Kann "hoschi" nur recht geben. Hatte solche Probleme schon seit langem nicht mehr. Benutze aber Größtenteils nur Standart Programme die 90% der User hier auch benutzen und kaum ~x86 Packete.

Mfg

Sino

----------

## pablo_supertux

 *jazzesnee wrote:*   

> 
> 
> Ist die Qualität der ebuilds allgemein so schlecht oder liegt das an irgendwie vergammelten Abhängigkeiten auf meinem aktuell installierten Gentoo-System? Habt ihr ähnliche Erfahrungen?

 

nein, keine ähnliche Erfahrung.
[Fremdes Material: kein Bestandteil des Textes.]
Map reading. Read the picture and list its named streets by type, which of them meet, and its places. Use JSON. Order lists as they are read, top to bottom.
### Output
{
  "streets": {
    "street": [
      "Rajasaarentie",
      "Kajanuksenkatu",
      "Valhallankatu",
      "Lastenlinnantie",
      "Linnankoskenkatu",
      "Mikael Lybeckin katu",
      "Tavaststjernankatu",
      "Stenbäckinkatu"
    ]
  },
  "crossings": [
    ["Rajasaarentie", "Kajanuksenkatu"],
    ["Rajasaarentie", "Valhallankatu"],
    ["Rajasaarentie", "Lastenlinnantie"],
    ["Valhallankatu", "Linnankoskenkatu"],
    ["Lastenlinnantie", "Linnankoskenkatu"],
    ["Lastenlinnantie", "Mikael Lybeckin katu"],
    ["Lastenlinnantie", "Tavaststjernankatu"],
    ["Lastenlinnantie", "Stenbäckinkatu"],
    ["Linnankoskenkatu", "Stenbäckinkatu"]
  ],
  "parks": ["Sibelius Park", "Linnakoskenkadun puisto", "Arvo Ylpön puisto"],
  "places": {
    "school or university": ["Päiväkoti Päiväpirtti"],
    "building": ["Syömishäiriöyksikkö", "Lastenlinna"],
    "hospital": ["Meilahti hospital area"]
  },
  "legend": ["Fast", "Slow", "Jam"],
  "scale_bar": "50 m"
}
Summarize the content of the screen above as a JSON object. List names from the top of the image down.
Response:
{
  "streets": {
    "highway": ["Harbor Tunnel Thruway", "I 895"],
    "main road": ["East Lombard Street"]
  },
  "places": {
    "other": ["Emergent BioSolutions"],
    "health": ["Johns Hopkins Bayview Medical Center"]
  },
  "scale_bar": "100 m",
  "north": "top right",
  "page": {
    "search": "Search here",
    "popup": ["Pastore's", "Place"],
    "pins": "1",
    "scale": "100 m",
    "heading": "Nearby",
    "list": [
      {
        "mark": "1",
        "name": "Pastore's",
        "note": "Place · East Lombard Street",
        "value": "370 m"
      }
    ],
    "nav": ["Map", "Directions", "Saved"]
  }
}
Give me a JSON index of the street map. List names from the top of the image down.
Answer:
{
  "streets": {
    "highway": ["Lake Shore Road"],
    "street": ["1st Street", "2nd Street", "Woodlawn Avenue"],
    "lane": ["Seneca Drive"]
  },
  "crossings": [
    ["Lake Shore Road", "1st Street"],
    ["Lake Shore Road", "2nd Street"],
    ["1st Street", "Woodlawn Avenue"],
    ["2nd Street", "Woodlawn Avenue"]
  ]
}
Meistens sind das PEBCAK Probleme, die zu solchen Fehlern führen.

----------

## boris64

Ich mache leider auch oftmals solche Erfahrungen, muss aber dazu sagen,

dass ich atm sehr viel aus ~arch benutze.

Allerdings gibt es in letzter Zeit öfters auch mal Ebuilds(unstable), bei denen scheinbar die

beigepackten Patches nicht mal auf ihre Funktionstüchtigkeit getestet worden sind.

So will z.B. gerade hier xdelta nicht kompilieren, da der beigefügte Patch nicht funktioniert.

Und sowas ärgert einen dann doch schonmal, lässt sich aber normalerweise 

(wie schon gesagt dank bugs.gentoo.org) innerhalb kürzester Zeit lösen.

"Nervige" Abhängigkeiten gibt es auch öfters, man denke mal an k3b und das ätzende

transcode Up-&Down-"Gedate" nach jedem emerge sync && emerge -uD world

(ist ja mittlerweile scheinbar auch behoben).

----------

## jazzesnee

Prinzipiell benutze ich arch, bis auf ein paar Ausnahmen (hier mal meine package.keywords)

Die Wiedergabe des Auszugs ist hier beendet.